À la page 2 du document en bleu qui vous a été remis, vous trouverez le taux de change des dollars des États-Unis et du Canada de 1987 à 2003. Nous pourrions commencer par le début de cette période, soit 1987, c'est-à-dire, dans le contexte de vos audiences, l'époque où a commencé à se dégager le consensus qui allait déboucher sur l'Accord de libre-échange qui est entré en vigueur en 1989. M. Crow était le gouverneur de la Banque du Canada. Fait intéressant, le dollar, au début de cette période, était à 75 cents. Pendant le mandat de M. Crow, des problèmes d'inflation se sont posés. Nous avons été témoins d'un boom de l'immobilier. La Banque du Canada a appliqué une politique monétaire très restrictive, les taux d'intérêt canadiens étant supérieurs de quatre à cinq points de pourcentage à ceux des États- Unis. En 1991, le dollar canadien a atteint son sommet de 89 cents — 14 cents au-dessus de son niveau actuel. Par la suite, la valeur du dollar a diminué progressivement.

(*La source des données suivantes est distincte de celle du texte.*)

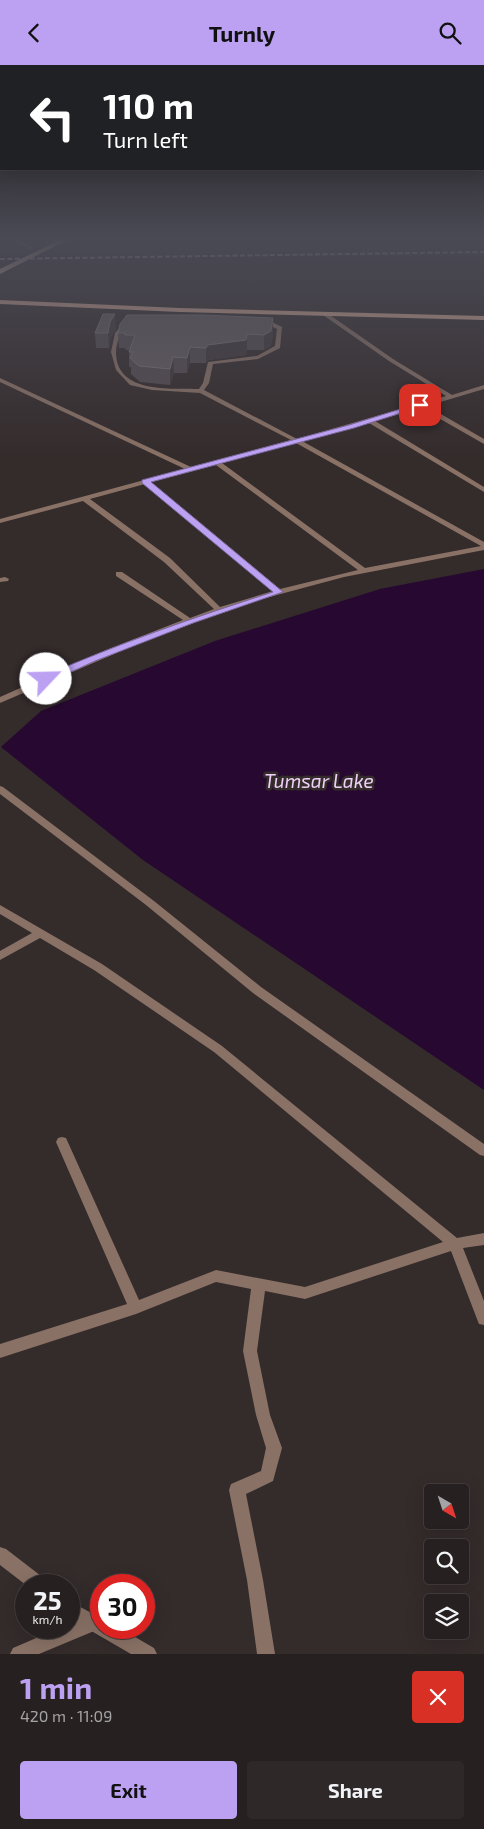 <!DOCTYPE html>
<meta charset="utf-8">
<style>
body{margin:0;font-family:"Exo 2",sans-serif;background:#2f2829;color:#f1f3f6;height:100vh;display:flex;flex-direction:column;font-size:19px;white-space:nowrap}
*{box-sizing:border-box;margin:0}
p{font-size:16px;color:#a4a3a5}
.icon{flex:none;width:28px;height:28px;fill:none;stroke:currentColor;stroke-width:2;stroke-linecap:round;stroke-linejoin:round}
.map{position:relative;height:1589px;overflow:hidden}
.sheet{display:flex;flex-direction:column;background:#272020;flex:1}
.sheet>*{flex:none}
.hud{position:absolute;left:0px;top:0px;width:485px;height:105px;box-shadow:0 5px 20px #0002,0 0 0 1px #433e3e;background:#202124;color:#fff;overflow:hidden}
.needle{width:32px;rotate:141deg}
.fabs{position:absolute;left:424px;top:1419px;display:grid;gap:10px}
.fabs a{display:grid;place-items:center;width:45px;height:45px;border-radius:5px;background:#272020;box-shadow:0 5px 20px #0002,0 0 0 1px #433e3e;font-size:25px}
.speed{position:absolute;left:15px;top:1509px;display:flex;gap:10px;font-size:25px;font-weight:700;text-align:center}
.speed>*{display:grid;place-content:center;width:65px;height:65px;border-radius:50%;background:#272020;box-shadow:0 5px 20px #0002,0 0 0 1px #433e3e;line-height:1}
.speed small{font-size:12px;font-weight:400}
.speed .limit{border:8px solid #d22;background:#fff;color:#111}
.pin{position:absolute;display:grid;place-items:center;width:42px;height:42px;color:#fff;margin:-21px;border-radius:10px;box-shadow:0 2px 8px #0006}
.me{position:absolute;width:55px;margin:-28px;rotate:66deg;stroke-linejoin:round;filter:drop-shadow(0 0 4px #0008)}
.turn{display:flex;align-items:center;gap:18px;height:105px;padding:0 20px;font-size:22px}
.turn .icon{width:65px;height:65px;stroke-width:2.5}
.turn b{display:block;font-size:35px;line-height:42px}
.round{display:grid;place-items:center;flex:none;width:52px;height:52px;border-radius:5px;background:#2f2829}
.headline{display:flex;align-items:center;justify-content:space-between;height:85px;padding:0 20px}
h1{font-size:30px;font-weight:700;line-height:38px;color:#bca0f2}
.action{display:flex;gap:10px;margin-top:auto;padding:10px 20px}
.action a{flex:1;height:58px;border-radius:5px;background:#bca0f2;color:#111;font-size:20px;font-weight:700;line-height:58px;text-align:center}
.action a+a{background:#2f2829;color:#f1f3f6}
header{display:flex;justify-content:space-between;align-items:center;height:65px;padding:0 20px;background:#bca0f2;color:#111;font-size:22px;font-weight:700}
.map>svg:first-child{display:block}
</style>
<header><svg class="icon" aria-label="back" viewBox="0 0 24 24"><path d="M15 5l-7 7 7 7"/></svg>Turnly<svg class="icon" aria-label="search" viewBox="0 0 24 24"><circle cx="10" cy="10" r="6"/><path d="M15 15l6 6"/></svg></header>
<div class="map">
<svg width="484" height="1589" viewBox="0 0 484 1589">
<rect width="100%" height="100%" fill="#342b2b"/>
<path fill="#270830" d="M484,504v521l-341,-230 -142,-113 40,-36 174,-70 165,-52z"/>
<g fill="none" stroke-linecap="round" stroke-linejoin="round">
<path fill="#897165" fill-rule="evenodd" d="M8,172h5l20,11 -4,1z
M323,248h4l66,46 59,36 32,-10v4l-57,17 57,33v5l-63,-36 -46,13 109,66v5l-115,-69 -67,18 182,101v8l-140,27 -82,22 -113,40 -149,64v-6l106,-47 77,-30 -67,-44v-4h6l68,46 24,-9 -50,-47 -81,-61 -83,22v-4l185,-50 -185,-87v-4l191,89 100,-27 -91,-47 -48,-3 -22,-5 -14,-15 -5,-18 4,-19 10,-11 5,1c-9,8 -14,18 -14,31 2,40 55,34 83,35l4,-6 5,-21 49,-6 18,-10 2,-17 -8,-4 -10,-1v-2l11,-1 12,6 -2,21 -22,11 -45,5 -4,19 -5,7 93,49 149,-43 -57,-35 -66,-46zM296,378l185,103 -116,22 -143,-105zM216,400l142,105 -78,19 -129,-107zM145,419l128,107 -53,16 -50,-49 -80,-59z
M5,512l4,2 -1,2 -8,1v-4z
M0,721l3,1 151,114 107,86 223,157v12l-4,-1 -227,-162 -107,-88 -146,-111z
M0,840l102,59 120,82 235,192 27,-5v12l-21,3 21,53v24l-5,-1 -2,-5 -26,-68 -146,48 -40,-8 -8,60 13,64 12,33 -9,33 -27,13 17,86 12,74h-18l-10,-74 -18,-90 2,-6 30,-13 5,-23 -10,-33 -13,-64 8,-62 -35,-7 -80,32 -136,44v-14l127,-40 -71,-162 2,-4 4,-1 4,1 73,162 77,-30 89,17 138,-45 -229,-190 -120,-82 -54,-32 -40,22v-9l32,-18 -32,-19z
M93,1550l6,2 2,6 -2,6 -60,25h-29l3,-6 49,-21h7v-2z"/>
<path fill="#897165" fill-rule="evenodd" d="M0,1482l6,2 39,30 2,6h-21l-26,-20z
M69,1536l32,17v9h17l36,21 3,6h-26l-62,-36z"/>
<path fill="#e6b59b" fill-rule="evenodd" d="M0,235l180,8 304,8v4l-304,-8 -180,-8z"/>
<path fill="#f0c6af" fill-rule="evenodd" d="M66,172h7l-73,37v-5z"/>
<path stroke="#d1cbcb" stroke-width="2" stroke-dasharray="5 2.5" stroke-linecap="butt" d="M0,194l484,-7"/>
</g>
<path fill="#544c50" d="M273,253v15l-2,13 -7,4h-17l-1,5 -38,5 -2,3h-16l-3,10h-13l-4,12 -30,-3 -9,-8v-7h-2v-17h-3l-1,-2h-6l-1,-15z
M116,264l-5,8 -2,11h-13l-1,-15z"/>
<path fill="#40383a" d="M115,249l1,15 -5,8 -2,11 -1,-15 2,-11z
M273,253v15l-2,13 -7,4v-15z
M247,269v16l-1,5 -38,5 -2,3v-15l2,-3z
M190,282v16l-3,10v-15z
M173,292l1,16 -4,12v-16z"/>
<path fill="#655d60" stroke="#7b7376" d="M103,249h12l-5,8 -2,11h-13z
M127,250h75l71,3 -2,13 -7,4 -17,-1 -1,6 -38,5 -2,3 -16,-1 -3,11 -14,-1 -3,12 -31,-3 -9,-8 3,-6h-4l6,-17h-10v-2h-7l2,-9z"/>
<linearGradient id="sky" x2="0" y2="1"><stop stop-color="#1d1818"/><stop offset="0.44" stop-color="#4a4a55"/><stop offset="1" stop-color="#4a4a55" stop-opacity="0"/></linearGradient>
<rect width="484" height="394" fill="url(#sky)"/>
<path fill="#bca0f2" stroke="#7a689d" d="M420,338l3,3 -69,22 -203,54 132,110 -90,31 -98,38 -46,21h-7v-5c75,-33 153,-60 231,-85l-131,-109v-3l207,-55z"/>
<g text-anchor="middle" stroke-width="5" stroke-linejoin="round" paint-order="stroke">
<g font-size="19" font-style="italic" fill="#f0d0fa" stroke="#342b2b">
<text x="319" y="723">Tumsar Lake</text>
</g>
</g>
</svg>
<div class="fabs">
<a><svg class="needle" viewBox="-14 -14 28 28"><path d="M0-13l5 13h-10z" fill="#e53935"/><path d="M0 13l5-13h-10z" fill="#a4a3a5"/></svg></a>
<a><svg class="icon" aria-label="search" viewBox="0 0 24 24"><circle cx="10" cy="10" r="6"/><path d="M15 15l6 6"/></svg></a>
<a><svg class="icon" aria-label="layers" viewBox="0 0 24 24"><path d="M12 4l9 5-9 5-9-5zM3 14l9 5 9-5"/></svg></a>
</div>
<div class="speed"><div>25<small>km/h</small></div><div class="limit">30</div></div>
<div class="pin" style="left:420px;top:340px;background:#d93025"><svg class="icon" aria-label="arrive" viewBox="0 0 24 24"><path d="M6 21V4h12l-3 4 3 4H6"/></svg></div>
<svg class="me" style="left:46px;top:614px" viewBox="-20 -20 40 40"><circle r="19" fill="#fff"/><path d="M0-13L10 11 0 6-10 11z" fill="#bca0f2"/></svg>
<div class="hud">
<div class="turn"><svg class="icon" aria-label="left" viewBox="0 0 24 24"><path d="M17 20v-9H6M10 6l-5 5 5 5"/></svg><div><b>110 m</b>Turn left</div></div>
</div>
</div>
<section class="sheet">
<div class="headline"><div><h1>1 min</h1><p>420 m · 11:09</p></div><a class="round" style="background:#d93025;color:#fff"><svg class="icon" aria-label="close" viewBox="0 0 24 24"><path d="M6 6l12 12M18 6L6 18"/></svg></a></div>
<div class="action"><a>Exit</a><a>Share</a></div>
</section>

M. Thiessen est entré en fonction en 1994. Donc, nous étions confrontés à la crise du peso mexicain. La valeur du dollar canadien a fléchi. Les agences de cotation ont abaissé la cote de crédit du Canada parce que, à l'époque, nous étions aux prises avec un important déficit budgétaire. Malgré un taux de chômage supérieur à 10 p. 100, la Banque du Canada a dû hausser les taux d'intérêt de façon spectaculaire pour tenter de protéger le dollar canadien. Ce dernier s'est stabilisé pendant un certain temps, mais, si vous consultez sur la carte l'année 1998, vous vous rendrez compte que le monde était en proie à des turbulences. Il y a eu la crise asiatique qui a atteint son point culminant avec le défaut de paiement de la Russie. Le dollar canadien a chuté à ce qui était alors son plus bas niveau historique. La Banque du Canada a une fois de plus haussé les taux d'intérêt de 100 points de base, en dépit du fait que l'économie, à l'époque, suscitait des inquiétudes. Le dollar canadien s'est légèrement redressé.

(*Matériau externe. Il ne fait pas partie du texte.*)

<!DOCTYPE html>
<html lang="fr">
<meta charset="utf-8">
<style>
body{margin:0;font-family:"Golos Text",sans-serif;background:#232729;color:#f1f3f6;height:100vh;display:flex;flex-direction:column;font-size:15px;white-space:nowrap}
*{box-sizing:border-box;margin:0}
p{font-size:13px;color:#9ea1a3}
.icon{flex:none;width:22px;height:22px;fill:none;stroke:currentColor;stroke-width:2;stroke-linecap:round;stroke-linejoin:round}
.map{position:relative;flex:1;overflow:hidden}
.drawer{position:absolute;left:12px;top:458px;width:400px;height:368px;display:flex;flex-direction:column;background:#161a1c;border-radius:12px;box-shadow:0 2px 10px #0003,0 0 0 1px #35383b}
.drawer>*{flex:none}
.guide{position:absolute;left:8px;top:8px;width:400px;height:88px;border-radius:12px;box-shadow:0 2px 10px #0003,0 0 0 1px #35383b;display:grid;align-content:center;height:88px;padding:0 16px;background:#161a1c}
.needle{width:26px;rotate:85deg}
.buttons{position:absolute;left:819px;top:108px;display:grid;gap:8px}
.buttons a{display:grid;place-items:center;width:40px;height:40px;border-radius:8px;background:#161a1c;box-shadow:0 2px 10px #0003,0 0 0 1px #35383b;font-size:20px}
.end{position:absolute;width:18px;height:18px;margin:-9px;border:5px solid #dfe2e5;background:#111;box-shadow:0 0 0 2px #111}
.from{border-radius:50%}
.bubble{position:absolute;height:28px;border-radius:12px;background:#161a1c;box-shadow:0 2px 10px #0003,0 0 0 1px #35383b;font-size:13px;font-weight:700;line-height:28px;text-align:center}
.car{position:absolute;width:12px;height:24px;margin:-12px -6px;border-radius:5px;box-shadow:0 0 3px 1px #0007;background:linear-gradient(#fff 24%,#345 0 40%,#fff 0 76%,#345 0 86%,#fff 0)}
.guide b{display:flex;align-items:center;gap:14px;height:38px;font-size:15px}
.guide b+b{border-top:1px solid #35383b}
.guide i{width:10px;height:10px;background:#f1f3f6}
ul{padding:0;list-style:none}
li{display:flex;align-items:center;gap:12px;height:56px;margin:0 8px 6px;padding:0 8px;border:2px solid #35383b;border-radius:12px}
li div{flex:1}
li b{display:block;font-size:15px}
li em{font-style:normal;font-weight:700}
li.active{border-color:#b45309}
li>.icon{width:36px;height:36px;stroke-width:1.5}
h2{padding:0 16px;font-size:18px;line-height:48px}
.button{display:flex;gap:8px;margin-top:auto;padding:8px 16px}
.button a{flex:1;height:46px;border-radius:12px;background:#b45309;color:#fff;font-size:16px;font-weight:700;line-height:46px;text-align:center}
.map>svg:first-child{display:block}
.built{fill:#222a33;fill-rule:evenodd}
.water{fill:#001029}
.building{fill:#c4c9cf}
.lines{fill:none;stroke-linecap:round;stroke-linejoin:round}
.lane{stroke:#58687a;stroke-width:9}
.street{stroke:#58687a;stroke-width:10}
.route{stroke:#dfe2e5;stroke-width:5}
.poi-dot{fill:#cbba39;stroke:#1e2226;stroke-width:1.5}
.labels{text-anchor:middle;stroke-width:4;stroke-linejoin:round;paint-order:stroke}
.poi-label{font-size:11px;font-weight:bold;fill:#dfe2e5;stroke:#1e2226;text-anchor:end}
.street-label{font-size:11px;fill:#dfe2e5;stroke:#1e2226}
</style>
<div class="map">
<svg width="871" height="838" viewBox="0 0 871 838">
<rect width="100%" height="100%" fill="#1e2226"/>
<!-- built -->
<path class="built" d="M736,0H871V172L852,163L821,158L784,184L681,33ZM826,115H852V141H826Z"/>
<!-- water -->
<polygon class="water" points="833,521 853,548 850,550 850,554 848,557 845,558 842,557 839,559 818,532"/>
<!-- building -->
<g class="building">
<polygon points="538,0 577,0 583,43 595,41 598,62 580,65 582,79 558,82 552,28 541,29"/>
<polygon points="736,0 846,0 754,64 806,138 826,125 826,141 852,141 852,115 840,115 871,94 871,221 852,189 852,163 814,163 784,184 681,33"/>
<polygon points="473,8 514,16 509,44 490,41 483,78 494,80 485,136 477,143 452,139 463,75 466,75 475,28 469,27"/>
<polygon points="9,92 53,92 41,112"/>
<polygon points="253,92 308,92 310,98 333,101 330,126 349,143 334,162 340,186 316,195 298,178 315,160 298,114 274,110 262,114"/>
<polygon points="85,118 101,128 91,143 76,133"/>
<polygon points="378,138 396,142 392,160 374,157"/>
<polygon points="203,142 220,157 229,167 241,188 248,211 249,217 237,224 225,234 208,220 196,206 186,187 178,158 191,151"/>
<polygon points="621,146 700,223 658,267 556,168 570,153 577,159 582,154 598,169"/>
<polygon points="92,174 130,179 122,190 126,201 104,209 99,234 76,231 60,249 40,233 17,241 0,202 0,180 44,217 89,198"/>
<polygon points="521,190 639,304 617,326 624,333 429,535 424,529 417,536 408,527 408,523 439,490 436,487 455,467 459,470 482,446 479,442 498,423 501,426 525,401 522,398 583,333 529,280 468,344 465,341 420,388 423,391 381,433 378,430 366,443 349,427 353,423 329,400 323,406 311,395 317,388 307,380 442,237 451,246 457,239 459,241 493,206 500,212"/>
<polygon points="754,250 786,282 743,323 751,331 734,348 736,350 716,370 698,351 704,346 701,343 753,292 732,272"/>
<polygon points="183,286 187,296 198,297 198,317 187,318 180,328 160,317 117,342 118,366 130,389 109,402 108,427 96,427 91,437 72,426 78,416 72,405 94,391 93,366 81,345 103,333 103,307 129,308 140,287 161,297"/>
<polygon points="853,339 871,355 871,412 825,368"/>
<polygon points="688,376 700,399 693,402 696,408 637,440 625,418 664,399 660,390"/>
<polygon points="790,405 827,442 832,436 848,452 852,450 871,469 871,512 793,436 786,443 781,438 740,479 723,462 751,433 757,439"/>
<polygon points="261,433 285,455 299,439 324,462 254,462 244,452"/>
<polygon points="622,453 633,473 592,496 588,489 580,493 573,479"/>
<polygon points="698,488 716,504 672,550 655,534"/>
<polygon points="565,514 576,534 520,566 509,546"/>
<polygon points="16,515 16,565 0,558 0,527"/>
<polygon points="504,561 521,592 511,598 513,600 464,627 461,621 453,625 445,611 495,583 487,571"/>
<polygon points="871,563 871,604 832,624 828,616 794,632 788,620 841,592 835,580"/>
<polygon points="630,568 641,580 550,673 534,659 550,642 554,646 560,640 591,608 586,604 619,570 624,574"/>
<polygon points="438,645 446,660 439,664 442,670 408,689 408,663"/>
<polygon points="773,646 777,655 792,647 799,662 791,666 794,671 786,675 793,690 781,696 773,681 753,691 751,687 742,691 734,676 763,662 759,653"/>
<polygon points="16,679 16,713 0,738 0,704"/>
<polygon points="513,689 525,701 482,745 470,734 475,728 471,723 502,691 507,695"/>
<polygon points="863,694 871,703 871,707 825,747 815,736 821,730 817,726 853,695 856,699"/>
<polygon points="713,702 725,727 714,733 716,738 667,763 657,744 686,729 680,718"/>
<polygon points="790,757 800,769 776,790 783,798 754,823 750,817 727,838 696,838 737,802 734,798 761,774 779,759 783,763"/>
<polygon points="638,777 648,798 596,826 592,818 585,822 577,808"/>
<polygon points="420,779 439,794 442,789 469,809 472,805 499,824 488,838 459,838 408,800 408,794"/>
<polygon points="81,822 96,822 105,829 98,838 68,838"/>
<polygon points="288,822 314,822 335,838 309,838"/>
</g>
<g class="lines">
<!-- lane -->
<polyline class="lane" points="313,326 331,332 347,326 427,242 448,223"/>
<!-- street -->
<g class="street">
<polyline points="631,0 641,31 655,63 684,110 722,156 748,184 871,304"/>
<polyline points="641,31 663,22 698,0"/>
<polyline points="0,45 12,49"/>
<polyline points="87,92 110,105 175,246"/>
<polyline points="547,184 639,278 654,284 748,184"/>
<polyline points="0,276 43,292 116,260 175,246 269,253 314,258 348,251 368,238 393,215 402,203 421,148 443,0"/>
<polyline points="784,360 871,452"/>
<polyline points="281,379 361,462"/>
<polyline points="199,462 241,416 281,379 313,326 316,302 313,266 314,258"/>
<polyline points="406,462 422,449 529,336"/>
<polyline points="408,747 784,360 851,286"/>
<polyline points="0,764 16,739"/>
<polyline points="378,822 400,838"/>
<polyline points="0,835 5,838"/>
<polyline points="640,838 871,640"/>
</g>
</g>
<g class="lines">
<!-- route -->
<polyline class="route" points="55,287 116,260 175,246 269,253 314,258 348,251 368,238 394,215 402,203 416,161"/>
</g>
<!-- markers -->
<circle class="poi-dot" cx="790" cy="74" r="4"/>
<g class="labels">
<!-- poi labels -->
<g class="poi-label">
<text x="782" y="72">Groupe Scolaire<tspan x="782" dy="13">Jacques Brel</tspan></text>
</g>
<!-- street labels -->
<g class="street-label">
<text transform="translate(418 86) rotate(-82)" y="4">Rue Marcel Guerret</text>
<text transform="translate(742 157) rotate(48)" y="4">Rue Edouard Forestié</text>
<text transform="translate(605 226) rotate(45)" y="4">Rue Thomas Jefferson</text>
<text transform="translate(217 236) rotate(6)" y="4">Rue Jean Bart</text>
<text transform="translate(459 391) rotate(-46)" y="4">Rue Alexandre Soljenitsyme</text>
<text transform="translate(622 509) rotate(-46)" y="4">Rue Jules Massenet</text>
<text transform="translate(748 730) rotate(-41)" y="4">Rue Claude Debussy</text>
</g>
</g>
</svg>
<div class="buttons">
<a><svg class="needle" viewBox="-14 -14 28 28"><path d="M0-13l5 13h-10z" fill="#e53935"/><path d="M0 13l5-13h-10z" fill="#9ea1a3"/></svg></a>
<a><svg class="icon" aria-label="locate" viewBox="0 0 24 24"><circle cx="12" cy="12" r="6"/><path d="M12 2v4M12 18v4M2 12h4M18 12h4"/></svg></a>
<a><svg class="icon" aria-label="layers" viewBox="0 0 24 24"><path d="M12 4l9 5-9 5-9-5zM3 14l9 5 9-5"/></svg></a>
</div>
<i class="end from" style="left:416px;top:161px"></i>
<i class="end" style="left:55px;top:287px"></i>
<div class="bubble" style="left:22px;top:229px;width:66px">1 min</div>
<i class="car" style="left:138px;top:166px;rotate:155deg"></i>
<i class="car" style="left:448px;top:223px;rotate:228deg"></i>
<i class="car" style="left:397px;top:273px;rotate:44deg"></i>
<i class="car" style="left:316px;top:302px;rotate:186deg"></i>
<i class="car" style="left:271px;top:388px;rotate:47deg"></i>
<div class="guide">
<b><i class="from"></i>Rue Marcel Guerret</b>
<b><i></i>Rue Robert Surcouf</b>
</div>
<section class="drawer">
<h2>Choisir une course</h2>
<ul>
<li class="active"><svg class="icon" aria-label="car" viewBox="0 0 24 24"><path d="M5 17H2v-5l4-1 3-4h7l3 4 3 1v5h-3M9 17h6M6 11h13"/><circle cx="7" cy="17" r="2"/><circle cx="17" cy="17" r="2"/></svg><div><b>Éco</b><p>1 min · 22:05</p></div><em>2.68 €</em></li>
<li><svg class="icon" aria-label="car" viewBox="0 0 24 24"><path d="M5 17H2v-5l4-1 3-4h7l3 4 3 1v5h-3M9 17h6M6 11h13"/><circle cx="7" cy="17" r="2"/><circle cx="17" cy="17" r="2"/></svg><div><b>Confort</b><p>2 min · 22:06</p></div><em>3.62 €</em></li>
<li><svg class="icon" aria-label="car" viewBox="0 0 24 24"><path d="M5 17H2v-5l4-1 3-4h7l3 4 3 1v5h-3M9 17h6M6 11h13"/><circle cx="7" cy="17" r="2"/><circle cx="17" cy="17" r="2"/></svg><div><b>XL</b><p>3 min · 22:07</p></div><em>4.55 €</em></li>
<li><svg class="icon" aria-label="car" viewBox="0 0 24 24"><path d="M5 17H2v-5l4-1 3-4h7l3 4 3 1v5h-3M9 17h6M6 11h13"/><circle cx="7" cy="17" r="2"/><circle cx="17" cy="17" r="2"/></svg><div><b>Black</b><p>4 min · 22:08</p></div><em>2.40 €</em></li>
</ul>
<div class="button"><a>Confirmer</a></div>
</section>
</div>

M. Dodge est alors devenu gouverneur de la Banque du Canada. Les taux d'intérêt canadiens étaient inférieurs à ceux des États-Unis. Le dollar canadien a chuté à son plus bas niveau historique, soit 61 cents — fait intéressant, 14 cents sous le seuil des 75 cents. Par conséquent, l'amplitude se répartit comme suit: 75 cents au milieu, 89 cents au haut de la courbe, soit un écart de 14 cents, et 61 cents au bas de la courbe, soit un écart de 14 cents. Au cours des neuf derniers mois environ, nous sommes sortis des bas-fonds pour remonter jusqu'à 75 cents.

Pourquoi donc tout ce tapage? Nous sommes au milieu de la courbe. Tout paraît conforme: ni trop chaud, ni trop froid, juste parfait.

Ce n'est pas l'opinion de tous puisque nous sommes aujourd'hui passés du plus bas niveau ou presque pour revenir au milieu de la courbe. En un très court laps de temps, nous avons connu l'augmentation de 15 à 20 p. 100 évoquée par M. McCraken.

Pour ceux d'entre vous qui suivent le dollar canadien depuis longtemps — et certains d'entre vous le faites peut-être depuis plus longtemps que moi —, il s'agit de l'appréciation du dollar canadien la plus importante et la plus rapide par rapport à la devise américaine dont je me souvienne et que, me semble-t-il, on puisse documenter au cours des 75 à 100 dernières années.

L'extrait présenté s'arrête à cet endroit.